• [PROBLEM STATEMENT]
Report, as a number alone, how many lines below contain the string "limit".

• [Saved entries]
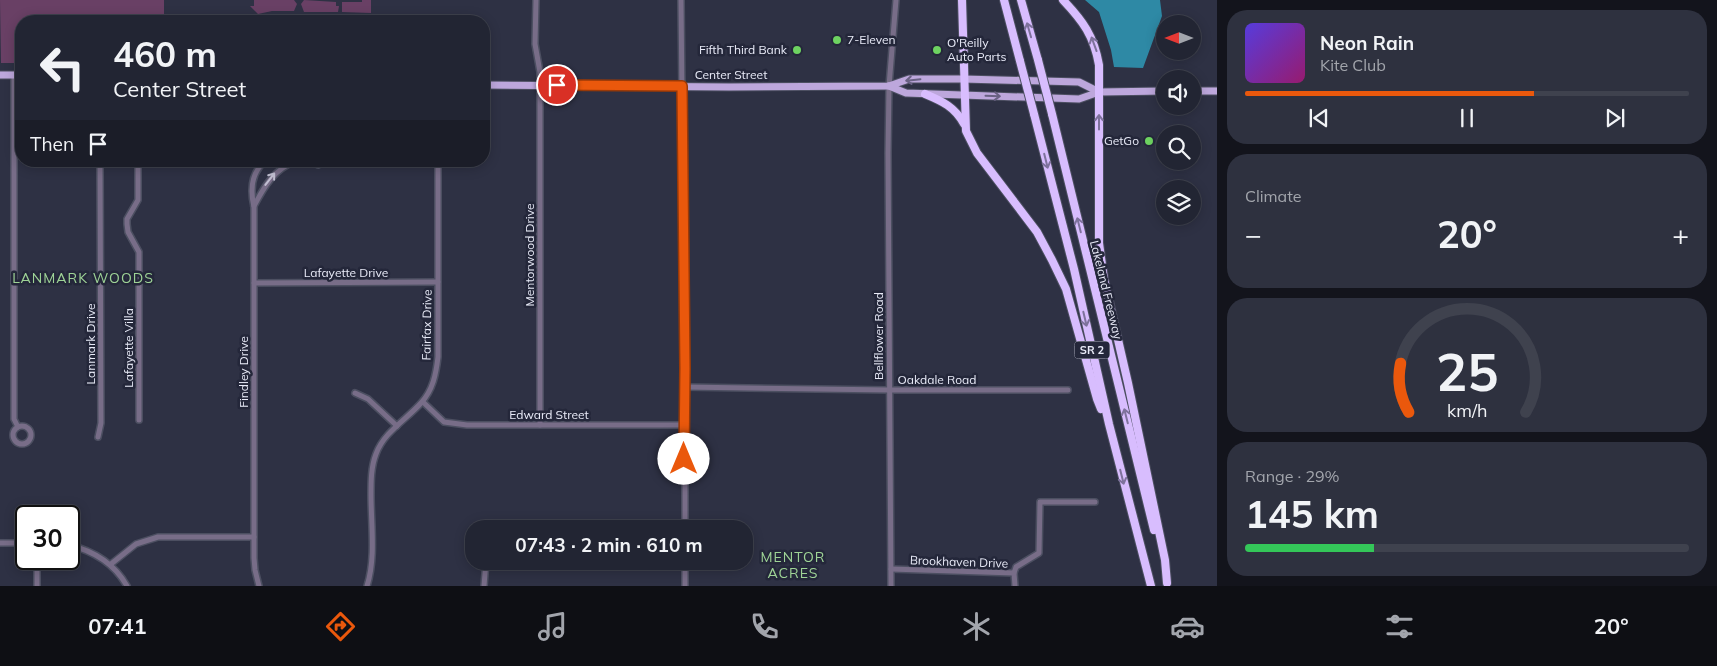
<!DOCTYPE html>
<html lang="en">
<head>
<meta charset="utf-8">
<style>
	:root { --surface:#222533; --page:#2e313f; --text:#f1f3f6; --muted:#a2a5ac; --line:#3f424e; --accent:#ea580c }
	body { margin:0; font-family:Mulish,sans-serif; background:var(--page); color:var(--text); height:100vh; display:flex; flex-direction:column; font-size:19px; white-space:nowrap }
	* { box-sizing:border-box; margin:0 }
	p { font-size:16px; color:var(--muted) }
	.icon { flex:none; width:28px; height:28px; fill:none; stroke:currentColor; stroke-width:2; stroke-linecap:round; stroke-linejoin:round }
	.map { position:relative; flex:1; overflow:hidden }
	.details { display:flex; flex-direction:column; gap:10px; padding:10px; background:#13141c; width:500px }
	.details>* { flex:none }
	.banner { position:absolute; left:15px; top:15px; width:475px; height:152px; border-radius:20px; box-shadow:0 2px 12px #0003,0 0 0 1px var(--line); background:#222533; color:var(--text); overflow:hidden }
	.needle { width:32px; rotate:270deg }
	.fabs { position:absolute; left:1156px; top:15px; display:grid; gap:10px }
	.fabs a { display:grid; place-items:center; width:45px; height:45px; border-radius:50%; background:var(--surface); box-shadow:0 2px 12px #0003,0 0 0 1px var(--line); font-size:25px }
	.speed { position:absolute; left:15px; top:505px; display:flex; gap:10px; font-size:25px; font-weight:700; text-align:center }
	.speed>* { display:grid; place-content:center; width:65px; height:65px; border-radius:50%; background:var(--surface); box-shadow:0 2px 12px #0003,0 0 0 1px var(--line); line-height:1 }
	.speed .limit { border:2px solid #111; border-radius:8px; background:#fff; color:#111 }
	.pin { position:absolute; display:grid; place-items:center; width:42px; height:42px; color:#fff; margin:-21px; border:2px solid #fff; border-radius:50%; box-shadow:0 1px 5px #0007 }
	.me { position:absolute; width:55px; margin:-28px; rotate:0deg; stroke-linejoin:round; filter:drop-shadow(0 0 4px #0008) }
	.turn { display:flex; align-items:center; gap:18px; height:105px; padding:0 15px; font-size:22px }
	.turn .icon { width:65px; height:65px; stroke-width:2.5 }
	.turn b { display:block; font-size:35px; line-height:42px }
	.then { display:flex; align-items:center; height:48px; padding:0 15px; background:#0003; gap:10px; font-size:19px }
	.big { font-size:38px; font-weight:700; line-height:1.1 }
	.details .tile { flex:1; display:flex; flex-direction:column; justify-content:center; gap:8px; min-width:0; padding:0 18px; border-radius:20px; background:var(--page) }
	.details .dial { align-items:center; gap:0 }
	.dial svg { height:130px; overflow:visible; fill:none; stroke:var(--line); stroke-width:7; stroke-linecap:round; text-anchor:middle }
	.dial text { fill:var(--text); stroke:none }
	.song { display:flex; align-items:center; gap:15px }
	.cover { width:60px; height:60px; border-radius:8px; background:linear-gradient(135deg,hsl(250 70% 55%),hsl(320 70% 35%)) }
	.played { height:5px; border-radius:2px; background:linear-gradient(90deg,var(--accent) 65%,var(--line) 65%) }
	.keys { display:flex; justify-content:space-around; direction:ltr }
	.heat { display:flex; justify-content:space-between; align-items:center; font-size:28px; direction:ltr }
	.charge { height:8px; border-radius:4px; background:linear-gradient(90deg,#34c759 29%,var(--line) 0) }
	.trip { position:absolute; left:465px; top:520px; width:288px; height:50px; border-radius:20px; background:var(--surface); box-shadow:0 2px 12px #0003,0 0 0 1px var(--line); font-weight:700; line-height:50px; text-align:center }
	.tabs { display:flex; height:80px; justify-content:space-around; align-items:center; background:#0e0f14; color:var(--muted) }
	.tabs .icon { width:35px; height:35px }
	.tabs .active { color:var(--accent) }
	.tabs b { font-size:22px; color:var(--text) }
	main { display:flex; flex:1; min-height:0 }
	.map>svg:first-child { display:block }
	.green { fill:#694065 }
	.water { fill:#2e89a5 }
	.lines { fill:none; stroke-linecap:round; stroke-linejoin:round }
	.minor-casing { stroke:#4c4f61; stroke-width:8 }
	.major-casing { stroke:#4c4f61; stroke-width:9 }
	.highway-casing { stroke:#4c4f61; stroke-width:10 }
	.minor { stroke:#786d88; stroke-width:5 }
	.major { stroke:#bda7dc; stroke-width:7 }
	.highway { stroke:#d8bdfe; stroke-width:8 }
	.highway-bridge-casing { stroke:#4c4f61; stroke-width:10; stroke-linecap:butt }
	.highway-bridge { stroke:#d8bdfe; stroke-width:8 }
	.oneway { stroke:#7e729c }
	.oneway2 { stroke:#696183 }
	.oneway3 { stroke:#c1bfd1 }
	.route-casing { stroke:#983908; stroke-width:12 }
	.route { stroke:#ea580c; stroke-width:9 }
	.poi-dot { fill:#6ed361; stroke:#24273a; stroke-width:2 }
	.labels { text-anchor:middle; stroke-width:5; stroke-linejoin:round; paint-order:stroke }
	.shield { fill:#24273a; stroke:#aeb0bf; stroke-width:1 }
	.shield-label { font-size:11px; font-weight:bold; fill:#e9ebf8 }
	.poi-label { font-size:12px; fill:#e9ebf8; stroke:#24273a; text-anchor:start }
	.street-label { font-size:12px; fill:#e9ebf8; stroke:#24273a }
	.neighbourhood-label { font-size:14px; letter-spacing:1px; fill:#9ed396; stroke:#24273a }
</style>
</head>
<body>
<main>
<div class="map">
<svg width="1217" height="586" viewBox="0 0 1217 586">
	<rect width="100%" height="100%" fill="#2e3144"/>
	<g class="green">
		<path d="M0 0H164V21H21V63H1Z"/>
		<path d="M254 0H294L297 4 294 11H272L258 14 250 6H254Z"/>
		<path d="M304 0 336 2V6H339L338 12H304L301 4Z"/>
		<path d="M362 0H371V13L342 12V2H362Z"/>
	</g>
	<path class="water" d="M1085 0H1160L1162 16 1143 68 1114 67 1111 50 1099 12Z"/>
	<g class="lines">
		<defs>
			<g id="minor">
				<path d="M536 0 535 44 540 72V425"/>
				<path d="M681 0 685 387V529"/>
				<path d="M14 75V419L18 427"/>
				<path d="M138 161V200L127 219V224L128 232 139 252V420"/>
				<path d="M310 161 318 165 325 161"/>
				<path d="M254 206C264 187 274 169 296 161"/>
				<path d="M254 283 438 282"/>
				<path d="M685 387 889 390H1068"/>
				<path d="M355 393 368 399 397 426"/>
				<path d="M423 402 444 422 467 425H684"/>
				<circle cx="22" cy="435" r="9"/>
				<path d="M98 437 101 423 100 161"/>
				<path d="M475 529C479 524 485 524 489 529"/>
				<path d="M0 543H26"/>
				<path d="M69 545C94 551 114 563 127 586"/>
				<path d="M37 559V586"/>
				<path d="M685 561V586"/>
				<path d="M111 564 136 544 158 537H254"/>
				<path d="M487 566 685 565"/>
				<path d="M891 569 1014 573 1015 586"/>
				<path d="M1014 573 1016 567 1039 553 1040 502H1095"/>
				<path d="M259 586 255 570 254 558V207C250 190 251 173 265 161"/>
				<path d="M367 586C376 558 371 524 371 495 371 481 371 467 376 454 384 432 407 419 421 403 433 390 436 374 438 357V161"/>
				<path d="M484 586 486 561"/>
				<path d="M891 586 888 153 889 86 896 0"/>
			</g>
			<g id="major">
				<path d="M0 75H21"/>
				<path d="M484 85 729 87 889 86 909 79H963L1079 82 1099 92"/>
				<path d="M889 86 906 93 1079 99 1099 92 1165 91"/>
				<path d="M1192 91H1217"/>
			</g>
			<g id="highway">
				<path d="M962 0 966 131 977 153 1037 232 1052 260 1066 289 1097 399 1101 409"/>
				<path d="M1004 0 1020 61"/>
				<path d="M1021 0 1038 60"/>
				<path d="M1063 0C1083 21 1094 36 1099 65V243L1104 279 1128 383 1165 560 1167 583"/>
				<path d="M925 94C942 101 955 107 964 124"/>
				<path d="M1034 114 1074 269 1109 424 1151 586"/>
				<path d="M1052 114 1154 530"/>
			</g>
		</defs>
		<use href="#minor" class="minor-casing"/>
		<use href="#major" class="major-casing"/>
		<use href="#highway" class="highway-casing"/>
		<use href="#minor" class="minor"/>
		<use href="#major" class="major"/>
		<use href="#highway" class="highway"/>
		<defs>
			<g id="highway-bridge">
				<path d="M1038 60 1052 114"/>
				<path d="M1020 61 1034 114"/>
			</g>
		</defs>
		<use href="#highway-bridge" class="highway-bridge-casing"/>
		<use href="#highway-bridge" class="highway-bridge"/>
	</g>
	<defs><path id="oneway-shaft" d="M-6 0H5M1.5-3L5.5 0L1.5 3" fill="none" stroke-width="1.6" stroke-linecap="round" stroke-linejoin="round" transform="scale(1.25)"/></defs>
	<g class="oneway">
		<use href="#oneway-shaft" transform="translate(1029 30) rotate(-106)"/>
		<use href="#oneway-shaft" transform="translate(1094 44) rotate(-110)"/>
		<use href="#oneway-shaft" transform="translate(1099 122) rotate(-90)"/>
		<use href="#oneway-shaft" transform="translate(1046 161) rotate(76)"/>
		<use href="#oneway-shaft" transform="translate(1079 225) rotate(-104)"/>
		<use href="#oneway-shaft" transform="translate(1085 319) rotate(77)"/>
		<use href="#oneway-shaft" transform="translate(1126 416) rotate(-104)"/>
		<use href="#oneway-shaft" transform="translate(1122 477) rotate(76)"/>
	</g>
	<g class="oneway2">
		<use href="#oneway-shaft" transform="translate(913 80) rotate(174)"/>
		<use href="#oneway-shaft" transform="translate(993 96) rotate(2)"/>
	</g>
	<use class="oneway3" href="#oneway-shaft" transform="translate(270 179) rotate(-52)"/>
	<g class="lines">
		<defs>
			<path id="route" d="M557 85 682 86 685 368 684 459"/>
		</defs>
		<use href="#route" class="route-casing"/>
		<use href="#route" class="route"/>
	</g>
	<g class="poi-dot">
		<circle cx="837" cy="40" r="5"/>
		<circle cx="797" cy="50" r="5"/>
		<circle cx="937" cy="50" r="5"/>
		<circle cx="1149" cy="141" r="5"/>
	</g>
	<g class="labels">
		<rect class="shield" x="1074.5" y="341.5" width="35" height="17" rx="4"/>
		<g class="shield-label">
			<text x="1092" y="354">SR 2</text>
		</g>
		<g class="poi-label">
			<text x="847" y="44">7-Eleven</text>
			<text x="947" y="47">O'Reilly<tspan x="947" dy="14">Auto Parts</tspan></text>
			<text x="787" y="54" text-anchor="end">Fifth Third Bank</text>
			<text x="1139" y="145" text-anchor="end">GetGo</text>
		</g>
		<g class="street-label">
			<text x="731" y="79">Center Street</text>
			<text transform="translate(530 255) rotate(-90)" y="4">Mentorwood Drive</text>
			<text x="346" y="277">Lafayette Drive</text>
			<text transform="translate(1106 290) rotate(76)" y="4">Lakeland Freeway</text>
			<text transform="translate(427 325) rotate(-89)" y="4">Fairfax Drive</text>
			<text transform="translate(879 336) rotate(-90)" y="4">Bellflower Road</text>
			<text transform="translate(91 344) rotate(-90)" y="4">Lanmark Drive</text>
			<text transform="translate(129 348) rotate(-90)" y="4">Lafayette Villa</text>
			<text transform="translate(244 372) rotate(-90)" y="4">Findley Drive</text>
			<text x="937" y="384">Oakdale Road</text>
			<text x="549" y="419">Edward Street</text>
			<text transform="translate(959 562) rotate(2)" y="4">Brookhaven Drive</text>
		</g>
		<g class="neighbourhood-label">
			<text x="83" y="283">LANMARK WOODS</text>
			<text x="793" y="562">MENTOR<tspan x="793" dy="16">ACRES</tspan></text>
		</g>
	</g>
</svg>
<div class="fabs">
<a><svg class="needle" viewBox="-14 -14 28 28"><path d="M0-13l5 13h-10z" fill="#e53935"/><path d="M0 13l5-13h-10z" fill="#a2a5ac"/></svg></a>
<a><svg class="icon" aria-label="sound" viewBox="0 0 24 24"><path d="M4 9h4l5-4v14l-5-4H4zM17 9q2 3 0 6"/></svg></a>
<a><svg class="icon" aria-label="search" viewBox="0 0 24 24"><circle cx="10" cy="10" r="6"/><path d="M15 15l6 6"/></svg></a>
<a><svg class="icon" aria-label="layers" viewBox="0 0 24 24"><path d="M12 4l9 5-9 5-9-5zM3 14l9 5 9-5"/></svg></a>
</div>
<div class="speed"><div class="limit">30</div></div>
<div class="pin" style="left:557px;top:85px;background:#d93025"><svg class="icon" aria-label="arrive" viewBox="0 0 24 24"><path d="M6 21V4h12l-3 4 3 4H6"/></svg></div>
<svg class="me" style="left:684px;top:459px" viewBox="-20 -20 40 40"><circle r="19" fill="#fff"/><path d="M0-13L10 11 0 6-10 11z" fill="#ea580c"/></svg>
<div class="trip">07:43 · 2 min · 610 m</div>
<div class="banner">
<div class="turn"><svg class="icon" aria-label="left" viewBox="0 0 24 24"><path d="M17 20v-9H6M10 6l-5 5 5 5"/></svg><div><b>460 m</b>Center Street</div></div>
<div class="then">Then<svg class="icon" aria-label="arrive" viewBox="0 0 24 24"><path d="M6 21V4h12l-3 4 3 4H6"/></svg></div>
</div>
</div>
<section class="details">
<div class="tile">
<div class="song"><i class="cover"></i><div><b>Neon Rain</b><p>Kite Club</p></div></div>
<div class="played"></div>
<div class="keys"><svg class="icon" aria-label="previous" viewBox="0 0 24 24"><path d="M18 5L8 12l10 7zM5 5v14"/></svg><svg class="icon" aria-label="pause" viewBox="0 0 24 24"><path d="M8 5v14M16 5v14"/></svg><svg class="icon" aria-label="next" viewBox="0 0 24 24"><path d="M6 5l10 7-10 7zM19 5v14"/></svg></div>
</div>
<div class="tile"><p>Climate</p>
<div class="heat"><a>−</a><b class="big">20°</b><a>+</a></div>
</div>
<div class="tile dial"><svg viewBox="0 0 100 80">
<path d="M14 69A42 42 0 1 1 86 69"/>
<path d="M14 69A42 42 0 0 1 9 39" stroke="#ea580c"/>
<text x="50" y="56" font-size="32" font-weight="700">25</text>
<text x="50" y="72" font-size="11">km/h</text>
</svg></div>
<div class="tile"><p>Range · 29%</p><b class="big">145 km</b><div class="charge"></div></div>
</section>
</main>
<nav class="tabs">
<b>07:41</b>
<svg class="icon active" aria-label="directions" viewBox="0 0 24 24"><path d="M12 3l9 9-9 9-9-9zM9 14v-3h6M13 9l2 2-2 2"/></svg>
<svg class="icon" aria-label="music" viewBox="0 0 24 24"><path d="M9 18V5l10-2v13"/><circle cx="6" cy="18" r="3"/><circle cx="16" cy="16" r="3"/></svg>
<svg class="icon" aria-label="phone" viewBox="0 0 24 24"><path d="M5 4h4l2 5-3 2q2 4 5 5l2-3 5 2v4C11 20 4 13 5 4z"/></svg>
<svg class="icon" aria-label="climate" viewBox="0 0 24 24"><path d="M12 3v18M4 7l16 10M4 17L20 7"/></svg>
<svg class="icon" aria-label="car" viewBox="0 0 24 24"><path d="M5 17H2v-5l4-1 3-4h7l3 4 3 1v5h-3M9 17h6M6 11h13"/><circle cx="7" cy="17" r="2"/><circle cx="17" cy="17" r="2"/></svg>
<svg class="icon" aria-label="filters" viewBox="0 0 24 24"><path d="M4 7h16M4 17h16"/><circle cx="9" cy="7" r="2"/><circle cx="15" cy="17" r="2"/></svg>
<b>20°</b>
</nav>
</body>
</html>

• [WORKED SOLUTION]
2